→ **ASSIGNMENT**: Reproduce the records exactly, beginning with their first line and ending with the line that contains "padding:2px 5px; background:#2d1803;", and output nothing more.

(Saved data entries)

++++++++++

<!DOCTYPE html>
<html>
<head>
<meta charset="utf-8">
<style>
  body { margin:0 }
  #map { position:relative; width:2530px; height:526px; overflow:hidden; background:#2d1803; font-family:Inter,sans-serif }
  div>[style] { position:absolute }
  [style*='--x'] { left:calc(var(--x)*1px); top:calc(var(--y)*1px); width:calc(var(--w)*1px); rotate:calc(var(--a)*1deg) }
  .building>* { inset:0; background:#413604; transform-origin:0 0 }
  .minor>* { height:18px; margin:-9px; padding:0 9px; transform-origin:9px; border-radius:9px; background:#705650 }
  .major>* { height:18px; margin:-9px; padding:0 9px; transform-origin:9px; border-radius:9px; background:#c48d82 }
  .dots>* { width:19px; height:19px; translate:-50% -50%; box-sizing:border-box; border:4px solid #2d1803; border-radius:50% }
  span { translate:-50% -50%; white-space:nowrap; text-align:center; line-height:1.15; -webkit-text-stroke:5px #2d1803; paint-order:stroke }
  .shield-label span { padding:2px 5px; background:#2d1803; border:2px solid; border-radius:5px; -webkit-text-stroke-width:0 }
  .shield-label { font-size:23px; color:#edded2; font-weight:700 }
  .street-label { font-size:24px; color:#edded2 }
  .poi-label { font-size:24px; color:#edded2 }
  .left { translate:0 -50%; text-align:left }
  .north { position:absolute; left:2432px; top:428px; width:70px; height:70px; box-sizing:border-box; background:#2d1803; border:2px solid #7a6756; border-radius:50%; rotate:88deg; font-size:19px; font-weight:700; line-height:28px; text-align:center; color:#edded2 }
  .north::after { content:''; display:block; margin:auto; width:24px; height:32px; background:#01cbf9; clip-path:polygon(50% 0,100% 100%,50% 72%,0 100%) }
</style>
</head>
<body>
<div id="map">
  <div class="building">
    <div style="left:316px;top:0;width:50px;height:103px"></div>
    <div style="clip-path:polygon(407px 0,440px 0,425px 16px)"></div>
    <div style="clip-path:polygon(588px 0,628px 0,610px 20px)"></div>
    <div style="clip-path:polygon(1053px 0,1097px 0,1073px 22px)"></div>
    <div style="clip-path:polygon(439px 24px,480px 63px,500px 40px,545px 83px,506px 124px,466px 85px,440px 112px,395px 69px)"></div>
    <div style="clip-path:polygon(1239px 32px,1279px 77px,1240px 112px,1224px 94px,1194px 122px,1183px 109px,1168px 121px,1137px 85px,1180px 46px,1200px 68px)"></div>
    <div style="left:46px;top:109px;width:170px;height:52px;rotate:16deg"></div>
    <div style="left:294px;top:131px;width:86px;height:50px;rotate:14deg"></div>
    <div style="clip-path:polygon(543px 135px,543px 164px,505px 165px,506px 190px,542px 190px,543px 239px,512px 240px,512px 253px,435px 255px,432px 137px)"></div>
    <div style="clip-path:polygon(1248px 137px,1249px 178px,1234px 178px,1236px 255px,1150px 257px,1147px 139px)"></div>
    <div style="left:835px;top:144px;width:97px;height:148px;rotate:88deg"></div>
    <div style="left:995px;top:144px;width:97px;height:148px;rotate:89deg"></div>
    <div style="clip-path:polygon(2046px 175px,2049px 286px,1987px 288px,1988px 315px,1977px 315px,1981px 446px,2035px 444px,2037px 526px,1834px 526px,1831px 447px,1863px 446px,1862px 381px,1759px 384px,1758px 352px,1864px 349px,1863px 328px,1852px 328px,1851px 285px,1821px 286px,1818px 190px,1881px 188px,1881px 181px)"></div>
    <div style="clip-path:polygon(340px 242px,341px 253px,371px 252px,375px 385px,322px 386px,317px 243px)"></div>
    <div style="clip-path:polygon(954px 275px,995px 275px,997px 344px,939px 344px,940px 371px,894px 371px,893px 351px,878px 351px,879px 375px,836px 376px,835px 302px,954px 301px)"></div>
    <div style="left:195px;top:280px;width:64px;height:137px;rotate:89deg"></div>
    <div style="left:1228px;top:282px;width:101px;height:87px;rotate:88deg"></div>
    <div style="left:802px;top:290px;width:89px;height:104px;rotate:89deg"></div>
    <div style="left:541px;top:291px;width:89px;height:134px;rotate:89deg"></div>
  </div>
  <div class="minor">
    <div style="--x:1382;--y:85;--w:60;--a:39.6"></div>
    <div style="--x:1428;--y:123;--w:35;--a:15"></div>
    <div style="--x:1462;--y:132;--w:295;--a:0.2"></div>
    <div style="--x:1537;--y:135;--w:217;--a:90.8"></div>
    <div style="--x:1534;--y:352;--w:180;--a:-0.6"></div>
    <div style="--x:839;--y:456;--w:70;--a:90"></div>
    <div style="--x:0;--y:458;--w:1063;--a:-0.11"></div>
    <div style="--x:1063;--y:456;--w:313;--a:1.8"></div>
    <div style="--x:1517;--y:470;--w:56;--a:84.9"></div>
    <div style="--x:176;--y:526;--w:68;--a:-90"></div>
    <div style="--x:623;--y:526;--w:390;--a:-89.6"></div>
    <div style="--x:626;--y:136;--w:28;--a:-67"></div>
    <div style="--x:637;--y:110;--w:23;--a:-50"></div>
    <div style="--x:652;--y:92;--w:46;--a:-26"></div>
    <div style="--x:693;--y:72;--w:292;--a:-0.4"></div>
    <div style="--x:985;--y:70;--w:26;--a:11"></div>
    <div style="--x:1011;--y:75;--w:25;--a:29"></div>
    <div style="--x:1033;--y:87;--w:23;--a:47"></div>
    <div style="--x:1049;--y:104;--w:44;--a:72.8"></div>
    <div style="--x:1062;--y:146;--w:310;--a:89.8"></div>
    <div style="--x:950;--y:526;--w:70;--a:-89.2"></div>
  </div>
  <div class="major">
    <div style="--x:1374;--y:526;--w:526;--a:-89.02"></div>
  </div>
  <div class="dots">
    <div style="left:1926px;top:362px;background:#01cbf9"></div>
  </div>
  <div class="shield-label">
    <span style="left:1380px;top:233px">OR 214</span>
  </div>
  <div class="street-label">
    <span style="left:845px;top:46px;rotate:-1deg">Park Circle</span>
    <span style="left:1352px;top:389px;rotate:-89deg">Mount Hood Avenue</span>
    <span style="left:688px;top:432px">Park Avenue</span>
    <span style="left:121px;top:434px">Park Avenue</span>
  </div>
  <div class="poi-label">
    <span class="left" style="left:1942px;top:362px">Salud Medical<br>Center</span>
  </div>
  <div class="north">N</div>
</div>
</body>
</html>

++++++++++

→ **RESPONSE BOX**:
<!DOCTYPE html>
<html>
<head>
<meta charset="utf-8">
<style>
  body { margin:0 }
  #map { position:relative; width:2530px; height:526px; overflow:hidden; background:#2d1803; font-family:Inter,sans-serif }
  div>[style] { position:absolute }
  [style*='--x'] { left:calc(var(--x)*1px); top:calc(var(--y)*1px); width:calc(var(--w)*1px); rotate:calc(var(--a)*1deg) }
  .building>* { inset:0; background:#413604; transform-origin:0 0 }
  .minor>* { height:18px; margin:-9px; padding:0 9px; transform-origin:9px; border-radius:9px; background:#705650 }
  .major>* { height:18px; margin:-9px; padding:0 9px; transform-origin:9px; border-radius:9px; background:#c48d82 }
  .dots>* { width:19px; height:19px; translate:-50% -50%; box-sizing:border-box; border:4px solid #2d1803; border-radius:50% }
  span { translate:-50% -50%; white-space:nowrap; text-align:center; line-height:1.15; -webkit-text-stroke:5px #2d1803; paint-order:stroke }
  .shield-label span { padding:2px 5px; background:#2d1803; border:2px solid; border-radius:5px; -webkit-text-stroke-width:0 }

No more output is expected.